Exercise directions:
Below is a block of records: output all of them exactly and leave out the pictures.

Data:
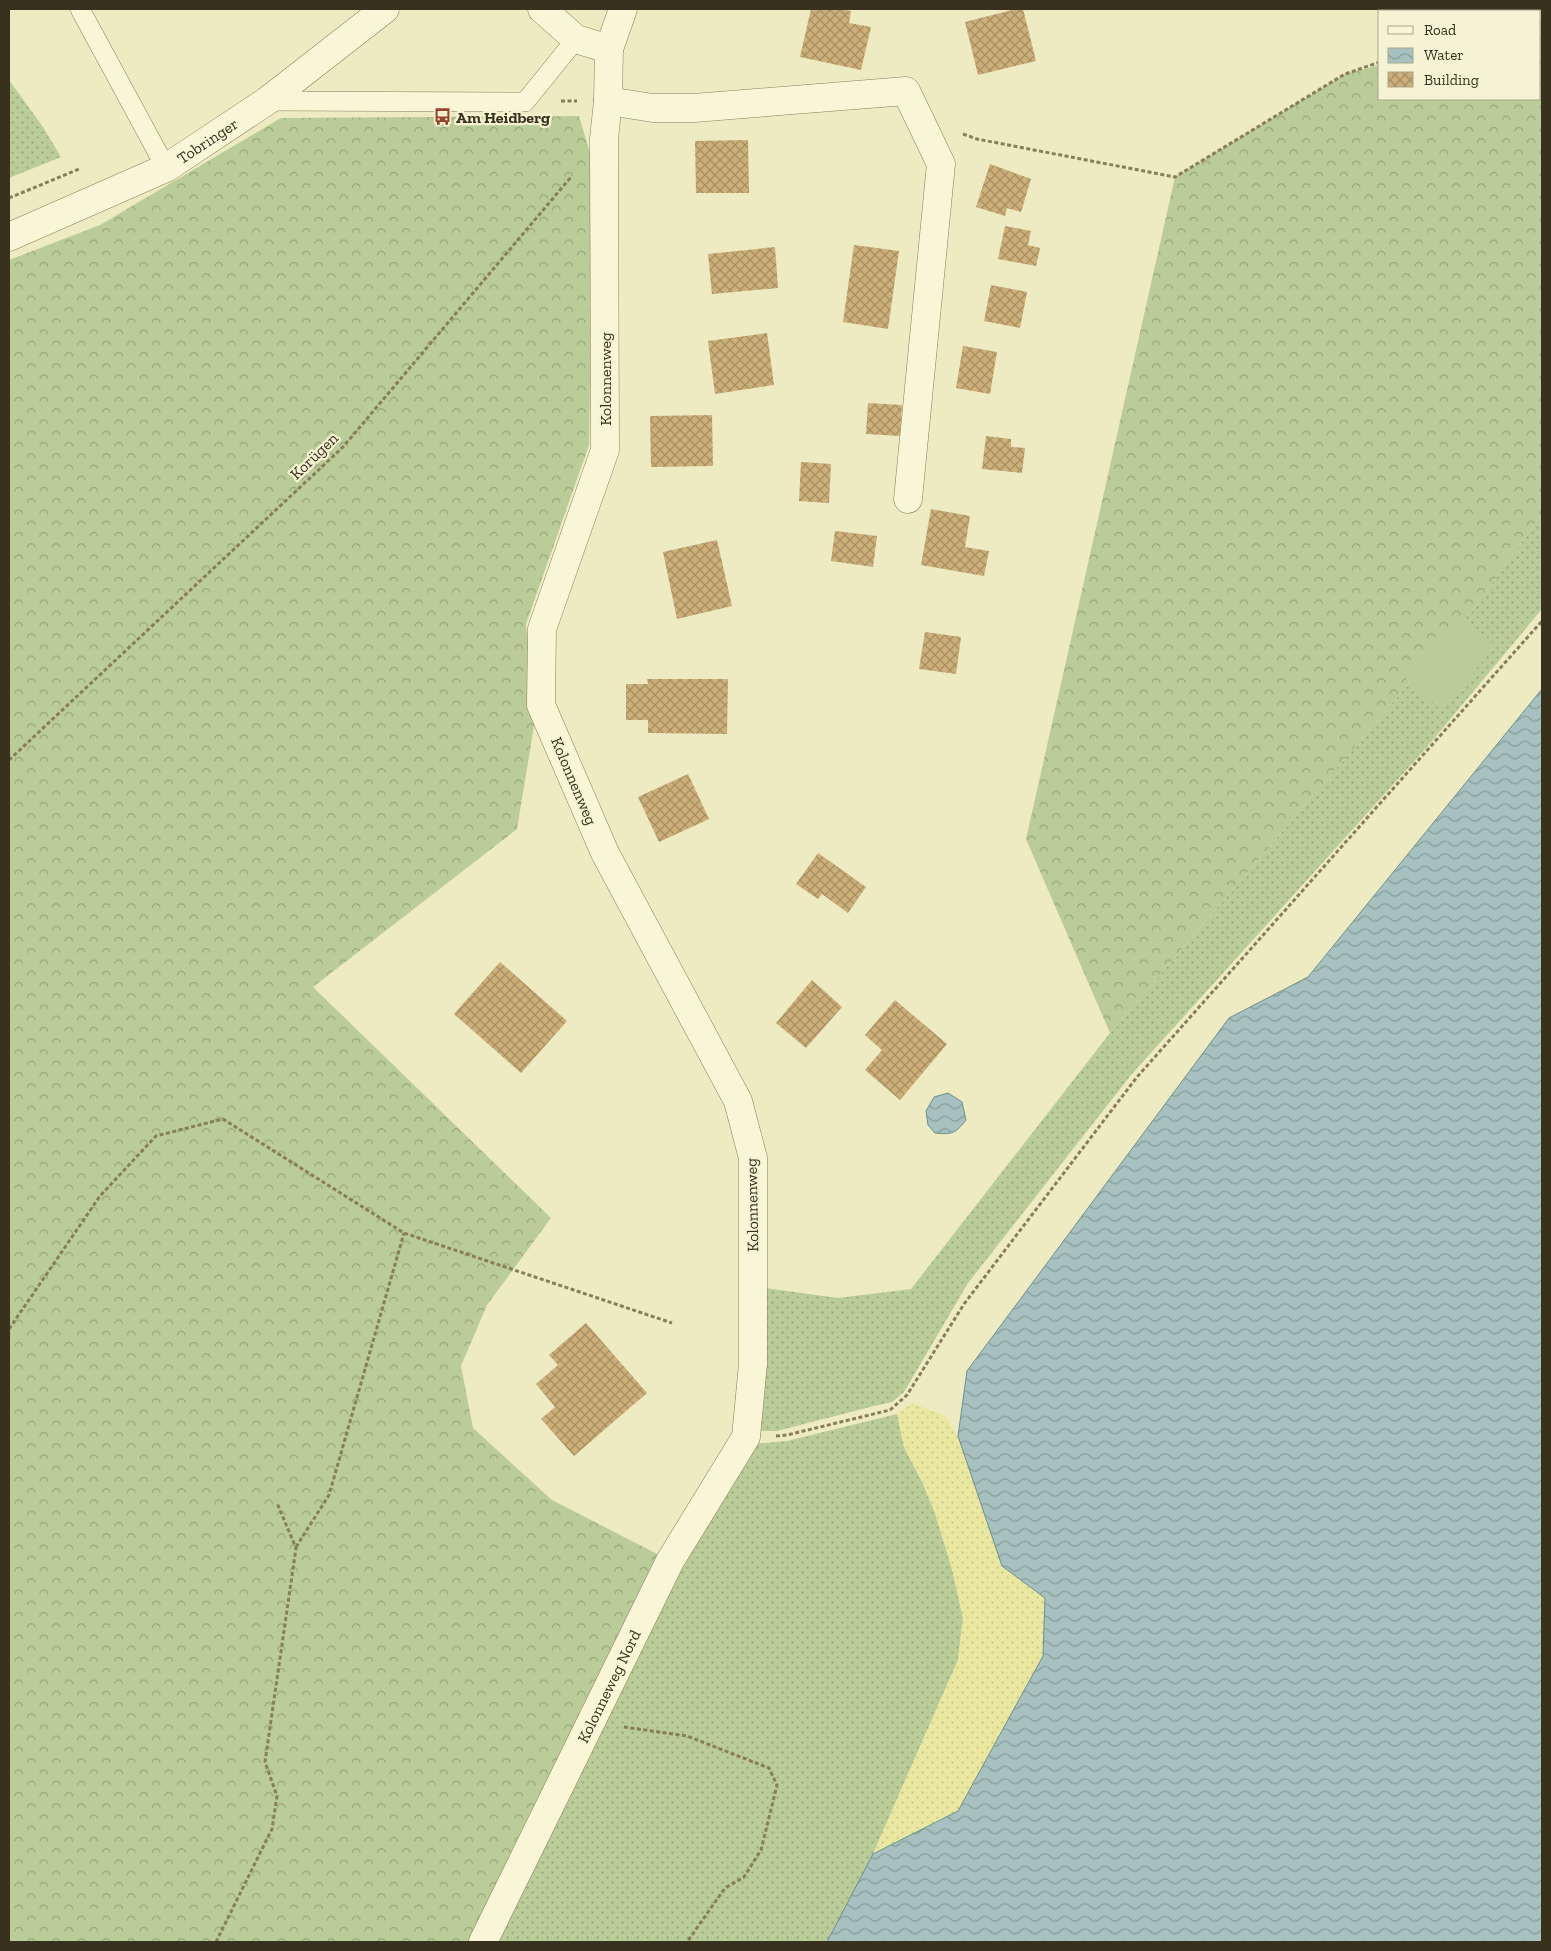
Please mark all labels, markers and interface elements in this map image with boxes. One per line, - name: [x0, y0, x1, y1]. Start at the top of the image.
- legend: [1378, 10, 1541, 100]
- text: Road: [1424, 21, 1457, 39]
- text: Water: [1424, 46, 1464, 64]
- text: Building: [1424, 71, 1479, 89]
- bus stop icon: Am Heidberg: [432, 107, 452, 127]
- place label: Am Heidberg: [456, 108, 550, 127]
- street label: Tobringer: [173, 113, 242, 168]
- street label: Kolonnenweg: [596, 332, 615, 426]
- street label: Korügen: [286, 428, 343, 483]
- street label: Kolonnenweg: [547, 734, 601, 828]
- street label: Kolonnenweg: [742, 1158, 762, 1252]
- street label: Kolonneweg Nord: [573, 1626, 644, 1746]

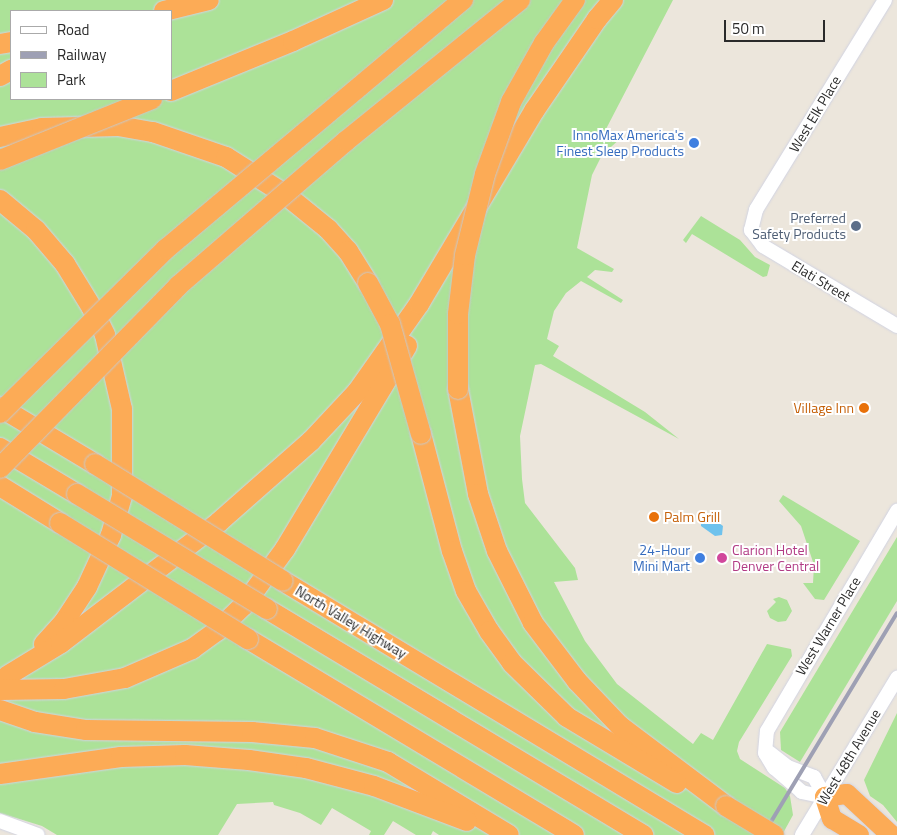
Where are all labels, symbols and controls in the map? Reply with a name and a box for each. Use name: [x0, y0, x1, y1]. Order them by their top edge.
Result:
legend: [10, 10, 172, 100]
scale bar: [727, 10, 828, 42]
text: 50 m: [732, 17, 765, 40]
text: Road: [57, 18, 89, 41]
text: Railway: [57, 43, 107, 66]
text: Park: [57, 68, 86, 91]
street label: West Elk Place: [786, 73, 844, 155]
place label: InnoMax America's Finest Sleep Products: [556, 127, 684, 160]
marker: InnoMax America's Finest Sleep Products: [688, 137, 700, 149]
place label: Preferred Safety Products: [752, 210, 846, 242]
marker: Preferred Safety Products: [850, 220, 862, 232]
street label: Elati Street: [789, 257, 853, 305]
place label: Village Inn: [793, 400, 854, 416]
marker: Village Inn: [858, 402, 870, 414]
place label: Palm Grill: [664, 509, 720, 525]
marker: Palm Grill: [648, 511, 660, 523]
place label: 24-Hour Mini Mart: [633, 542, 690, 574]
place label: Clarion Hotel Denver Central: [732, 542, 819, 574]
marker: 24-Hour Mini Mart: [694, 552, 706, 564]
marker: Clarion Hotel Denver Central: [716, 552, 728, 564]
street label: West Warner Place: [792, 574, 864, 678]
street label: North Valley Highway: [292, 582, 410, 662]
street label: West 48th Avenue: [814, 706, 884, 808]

Exercise answer:
Please mark all labels, markers and interface elements in this map image with boxes. One per line, - name: [x0, y0, x1, y1]. Start at the top of the image.
- legend: [1378, 10, 1541, 100]
- text: Road: [1424, 21, 1457, 39]
- text: Water: [1424, 46, 1464, 64]
- text: Building: [1424, 71, 1479, 89]
- bus stop icon: Am Heidberg: [432, 107, 452, 127]
- place label: Am Heidberg: [456, 108, 550, 127]
- street label: Tobringer: [173, 113, 242, 168]
- street label: Kolonnenweg: [596, 332, 615, 426]
- street label: Korügen: [286, 428, 343, 483]
- street label: Kolonnenweg: [547, 734, 601, 828]
- street label: Kolonnenweg: [742, 1158, 762, 1252]
- street label: Kolonneweg Nord: [573, 1626, 644, 1746]

Where are all labels, symbols and controls in the map? Reply with a name and a box for each. Use name: [x0, y0, x1, y1]. Order them by their top edge.
Result:
legend: [10, 10, 172, 100]
scale bar: [727, 10, 828, 42]
text: 50 m: [732, 17, 765, 40]
text: Road: [57, 18, 89, 41]
text: Railway: [57, 43, 107, 66]
text: Park: [57, 68, 86, 91]
street label: West Elk Place: [786, 73, 844, 155]
place label: InnoMax America's Finest Sleep Products: [556, 127, 684, 160]
marker: InnoMax America's Finest Sleep Products: [688, 137, 700, 149]
place label: Preferred Safety Products: [752, 210, 846, 242]
marker: Preferred Safety Products: [850, 220, 862, 232]
street label: Elati Street: [789, 257, 853, 305]
place label: Village Inn: [793, 400, 854, 416]
marker: Village Inn: [858, 402, 870, 414]
place label: Palm Grill: [664, 509, 720, 525]
marker: Palm Grill: [648, 511, 660, 523]
place label: 24-Hour Mini Mart: [633, 542, 690, 574]
place label: Clarion Hotel Denver Central: [732, 542, 819, 574]
marker: 24-Hour Mini Mart: [694, 552, 706, 564]
marker: Clarion Hotel Denver Central: [716, 552, 728, 564]
street label: West Warner Place: [792, 574, 864, 678]
street label: North Valley Highway: [292, 582, 410, 662]
street label: West 48th Avenue: [814, 706, 884, 808]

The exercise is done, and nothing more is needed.